> **Required action**: All lines in the records that carry the string "Детский" are to be shown.

****************************************

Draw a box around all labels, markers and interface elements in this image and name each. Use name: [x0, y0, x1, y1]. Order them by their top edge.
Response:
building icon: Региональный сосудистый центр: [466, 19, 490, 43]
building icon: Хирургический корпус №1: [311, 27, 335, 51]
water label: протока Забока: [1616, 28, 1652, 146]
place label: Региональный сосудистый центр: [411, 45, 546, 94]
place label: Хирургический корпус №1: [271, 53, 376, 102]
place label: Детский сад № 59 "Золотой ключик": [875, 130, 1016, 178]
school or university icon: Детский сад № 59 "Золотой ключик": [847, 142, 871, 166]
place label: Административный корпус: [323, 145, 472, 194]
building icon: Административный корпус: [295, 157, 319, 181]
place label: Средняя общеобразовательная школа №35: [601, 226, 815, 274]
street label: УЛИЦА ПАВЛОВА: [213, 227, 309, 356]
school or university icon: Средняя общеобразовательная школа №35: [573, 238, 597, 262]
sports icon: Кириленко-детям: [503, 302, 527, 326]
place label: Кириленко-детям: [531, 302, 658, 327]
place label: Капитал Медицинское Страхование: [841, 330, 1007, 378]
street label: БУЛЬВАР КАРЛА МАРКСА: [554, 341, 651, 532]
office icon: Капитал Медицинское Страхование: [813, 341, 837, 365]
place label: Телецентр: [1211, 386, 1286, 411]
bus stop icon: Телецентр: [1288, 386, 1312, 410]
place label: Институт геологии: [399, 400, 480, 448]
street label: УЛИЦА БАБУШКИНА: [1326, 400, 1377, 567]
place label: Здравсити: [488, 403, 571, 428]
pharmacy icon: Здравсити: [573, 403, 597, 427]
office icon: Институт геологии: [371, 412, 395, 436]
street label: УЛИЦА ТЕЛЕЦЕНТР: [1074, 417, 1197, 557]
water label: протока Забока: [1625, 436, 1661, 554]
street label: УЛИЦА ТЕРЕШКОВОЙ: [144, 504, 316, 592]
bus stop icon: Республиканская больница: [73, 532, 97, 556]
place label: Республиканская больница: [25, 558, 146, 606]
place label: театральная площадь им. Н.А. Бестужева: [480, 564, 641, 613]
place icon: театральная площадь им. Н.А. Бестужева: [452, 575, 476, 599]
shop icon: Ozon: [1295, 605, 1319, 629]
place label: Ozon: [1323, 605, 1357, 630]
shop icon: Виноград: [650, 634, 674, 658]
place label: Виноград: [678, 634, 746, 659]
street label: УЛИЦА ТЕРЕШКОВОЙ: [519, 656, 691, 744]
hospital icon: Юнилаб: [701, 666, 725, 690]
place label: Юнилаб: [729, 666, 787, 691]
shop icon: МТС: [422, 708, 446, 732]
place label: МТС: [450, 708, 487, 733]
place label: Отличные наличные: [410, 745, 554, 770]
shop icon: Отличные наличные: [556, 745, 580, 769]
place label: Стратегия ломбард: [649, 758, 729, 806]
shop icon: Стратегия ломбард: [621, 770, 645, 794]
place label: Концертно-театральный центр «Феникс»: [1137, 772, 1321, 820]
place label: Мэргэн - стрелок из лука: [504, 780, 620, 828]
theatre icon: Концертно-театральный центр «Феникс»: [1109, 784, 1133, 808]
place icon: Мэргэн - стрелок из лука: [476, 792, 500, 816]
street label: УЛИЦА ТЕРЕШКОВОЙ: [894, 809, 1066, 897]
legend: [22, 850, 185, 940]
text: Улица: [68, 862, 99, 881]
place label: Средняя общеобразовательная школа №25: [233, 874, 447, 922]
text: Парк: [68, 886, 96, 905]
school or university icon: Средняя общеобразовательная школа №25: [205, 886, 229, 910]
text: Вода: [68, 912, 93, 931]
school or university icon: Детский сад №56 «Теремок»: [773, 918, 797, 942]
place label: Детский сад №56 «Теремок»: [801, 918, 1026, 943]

****************************************

> **Exercise result**:
place label: Детский сад № 59 "Золотой ключик": [875, 130, 1016, 178]
school or university icon: Детский сад № 59 "Золотой ключик": [847, 142, 871, 166]
school or university icon: Детский сад №56 «Теремок»: [773, 918, 797, 942]
place label: Детский сад №56 «Теремок»: [801, 918, 1026, 943]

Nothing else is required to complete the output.